**Exercise:**
Please repeat the data in full, character for character.
────
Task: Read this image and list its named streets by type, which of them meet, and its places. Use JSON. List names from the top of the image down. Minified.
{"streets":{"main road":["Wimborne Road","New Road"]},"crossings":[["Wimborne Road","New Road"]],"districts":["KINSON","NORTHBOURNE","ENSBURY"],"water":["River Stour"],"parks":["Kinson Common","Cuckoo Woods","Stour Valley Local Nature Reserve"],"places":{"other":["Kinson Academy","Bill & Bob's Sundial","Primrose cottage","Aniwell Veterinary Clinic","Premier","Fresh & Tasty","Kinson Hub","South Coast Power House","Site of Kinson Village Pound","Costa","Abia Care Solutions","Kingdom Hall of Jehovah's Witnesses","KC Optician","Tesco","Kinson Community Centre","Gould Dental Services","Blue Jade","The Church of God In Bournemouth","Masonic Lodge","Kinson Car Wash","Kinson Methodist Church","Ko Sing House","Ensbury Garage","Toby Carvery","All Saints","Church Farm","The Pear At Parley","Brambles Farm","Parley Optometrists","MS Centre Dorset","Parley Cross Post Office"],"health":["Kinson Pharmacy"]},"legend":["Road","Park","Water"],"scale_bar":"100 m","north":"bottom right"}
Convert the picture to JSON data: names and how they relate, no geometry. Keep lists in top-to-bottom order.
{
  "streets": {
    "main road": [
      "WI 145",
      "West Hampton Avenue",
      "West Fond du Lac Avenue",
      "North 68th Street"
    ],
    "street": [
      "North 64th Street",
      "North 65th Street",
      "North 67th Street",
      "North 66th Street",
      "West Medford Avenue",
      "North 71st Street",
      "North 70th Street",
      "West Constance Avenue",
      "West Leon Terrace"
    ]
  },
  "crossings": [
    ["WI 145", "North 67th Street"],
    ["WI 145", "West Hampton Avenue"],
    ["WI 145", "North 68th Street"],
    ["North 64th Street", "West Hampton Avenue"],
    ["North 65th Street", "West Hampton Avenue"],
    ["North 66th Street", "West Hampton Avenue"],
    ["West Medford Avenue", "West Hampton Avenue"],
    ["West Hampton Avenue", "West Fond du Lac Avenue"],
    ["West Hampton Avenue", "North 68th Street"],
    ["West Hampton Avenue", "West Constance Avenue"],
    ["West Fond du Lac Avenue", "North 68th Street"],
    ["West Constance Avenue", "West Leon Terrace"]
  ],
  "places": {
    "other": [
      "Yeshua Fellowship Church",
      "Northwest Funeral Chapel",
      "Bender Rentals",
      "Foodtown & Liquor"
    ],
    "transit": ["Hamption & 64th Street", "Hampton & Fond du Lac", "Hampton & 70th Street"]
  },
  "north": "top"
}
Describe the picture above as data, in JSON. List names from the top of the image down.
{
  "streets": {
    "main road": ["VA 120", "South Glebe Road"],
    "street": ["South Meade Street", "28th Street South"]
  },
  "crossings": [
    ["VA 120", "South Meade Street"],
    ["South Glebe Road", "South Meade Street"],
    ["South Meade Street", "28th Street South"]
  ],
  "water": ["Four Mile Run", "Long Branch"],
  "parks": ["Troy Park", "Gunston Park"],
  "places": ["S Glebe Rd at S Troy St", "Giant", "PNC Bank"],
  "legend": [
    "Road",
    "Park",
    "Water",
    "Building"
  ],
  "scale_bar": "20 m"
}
────
**Task answer:**
Task: Read this image and list its named streets by type, which of them meet, and its places. Use JSON. List names from the top of the image down. Minified.
{"streets":{"main road":["Wimborne Road","New Road"]},"crossings":[["Wimborne Road","New Road"]],"districts":["KINSON","NORTHBOURNE","ENSBURY"],"water":["River Stour"],"parks":["Kinson Common","Cuckoo Woods","Stour Valley Local Nature Reserve"],"places":{"other":["Kinson Academy","Bill & Bob's Sundial","Primrose cottage","Aniwell Veterinary Clinic","Premier","Fresh & Tasty","Kinson Hub","South Coast Power House","Site of Kinson Village Pound","Costa","Abia Care Solutions","Kingdom Hall of Jehovah's Witnesses","KC Optician","Tesco","Kinson Community Centre","Gould Dental Services","Blue Jade","The Church of God In Bournemouth","Masonic Lodge","Kinson Car Wash","Kinson Methodist Church","Ko Sing House","Ensbury Garage","Toby Carvery","All Saints","Church Farm","The Pear At Parley","Brambles Farm","Parley Optometrists","MS Centre Dorset","Parley Cross Post Office"],"health":["Kinson Pharmacy"]},"legend":["Road","Park","Water"],"scale_bar":"100 m","north":"bottom right"}
Convert the picture to JSON data: names and how they relate, no geometry. Keep lists in top-to-bottom order.
{
  "streets": {
    "main road": [
      "WI 145",
      "West Hampton Avenue",
      "West Fond du Lac Avenue",
      "North 68th Street"
    ],
    "street": [
      "North 64th Street",
      "North 65th Street",
      "North 67th Street",
      "North 66th Street",
      "West Medford Avenue",
      "North 71st Street",
      "North 70th Street",
      "West Constance Avenue",
      "West Leon Terrace"
    ]
  },
  "crossings": [
    ["WI 145", "North 67th Street"],
    ["WI 145", "West Hampton Avenue"],
    ["WI 145", "North 68th Street"],
    ["North 64th Street", "West Hampton Avenue"],
    ["North 65th Street", "West Hampton Avenue"],
    ["North 66th Street", "West Hampton Avenue"],
    ["West Medford Avenue", "West Hampton Avenue"],
    ["West Hampton Avenue", "West Fond du Lac Avenue"],
    ["West Hampton Avenue", "North 68th Street"],
    ["West Hampton Avenue", "West Constance Avenue"],
    ["West Fond du Lac Avenue", "North 68th Street"],
    ["West Constance Avenue", "West Leon Terrace"]
  ],
  "places": {
    "other": [
      "Yeshua Fellowship Church",
      "Northwest Funeral Chapel",
      "Bender Rentals",
      "Foodtown & Liquor"
    ],
    "transit": ["Hamption & 64th Street", "Hampton & Fond du Lac", "Hampton & 70th Street"]
  },
  "north": "top"
}
Describe the picture above as data, in JSON. List names from the top of the image down.
{
  "streets": {
    "main road": ["VA 120", "South Glebe Road"],
    "street": ["South Meade Street", "28th Street South"]
  },
  "crossings": [
    ["VA 120", "South Meade Street"],
    ["South Glebe Road", "South Meade Street"],
    ["South Meade Street", "28th Street South"]
  ],
  "water": ["Four Mile Run", "Long Branch"],
  "parks": ["Troy Park", "Gunston Park"],
  "places": ["S Glebe Rd at S Troy St", "Giant", "PNC Bank"],
  "legend": [
    "Road",
    "Park",
    "Water",
    "Building"
  ],
  "scale_bar": "20 m"
}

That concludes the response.